DATA PROVIDED –
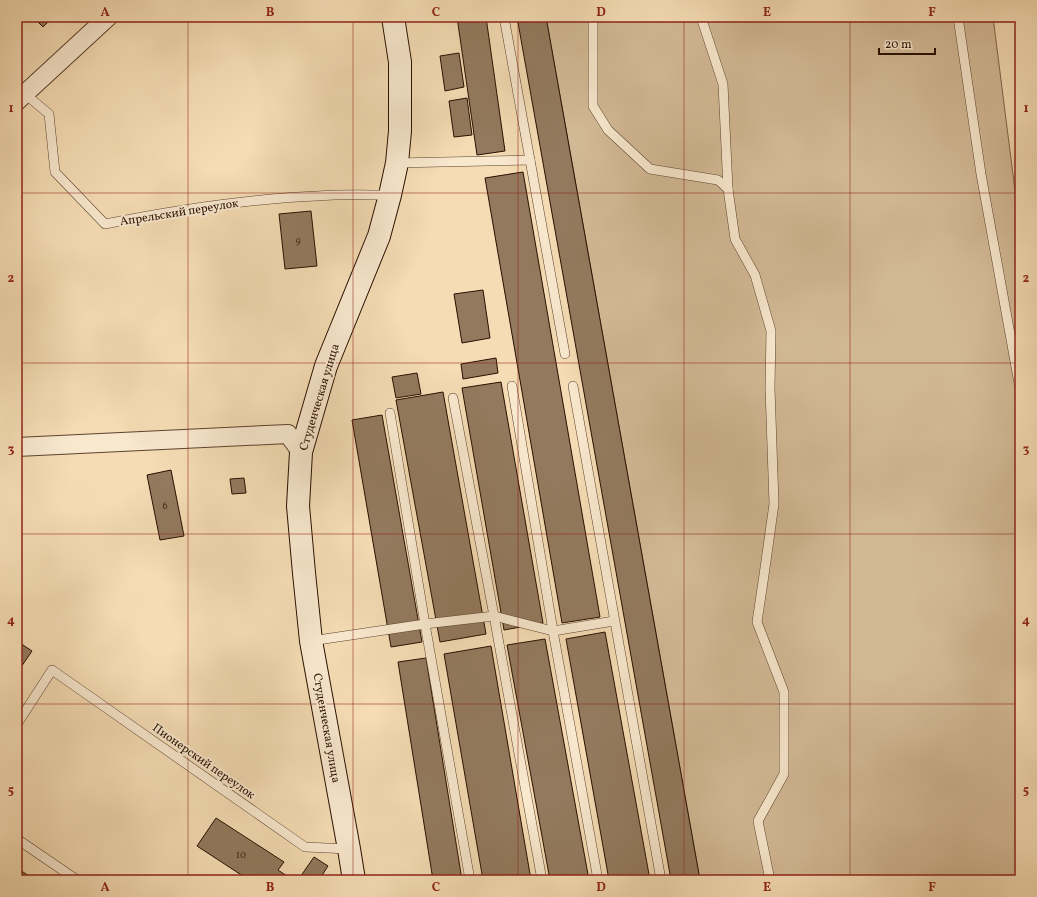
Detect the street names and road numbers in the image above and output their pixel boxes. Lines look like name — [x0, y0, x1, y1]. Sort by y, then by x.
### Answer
street label: Апрельский переулок — [119, 196, 240, 230]
street label: Студенческая улица — [296, 342, 344, 453]
street label: Студенческая улица — [309, 672, 344, 784]
street label: Пионерский переулок — [149, 720, 258, 804]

EXERCISE – In transcribing the lines above, omit the images and keep all else exact.

EXERCISE RESPONSE –
Detect the street names and road numbers in the image above and output their pixel boxes. Lines look like name — [x0, y0, x1, y1]. Sort by y, then by x.
### Answer
street label: Апрельский переулок — [119, 196, 240, 230]
street label: Студенческая улица — [296, 342, 344, 453]
street label: Студенческая улица — [309, 672, 344, 784]
street label: Пионерский переулок — [149, 720, 258, 804]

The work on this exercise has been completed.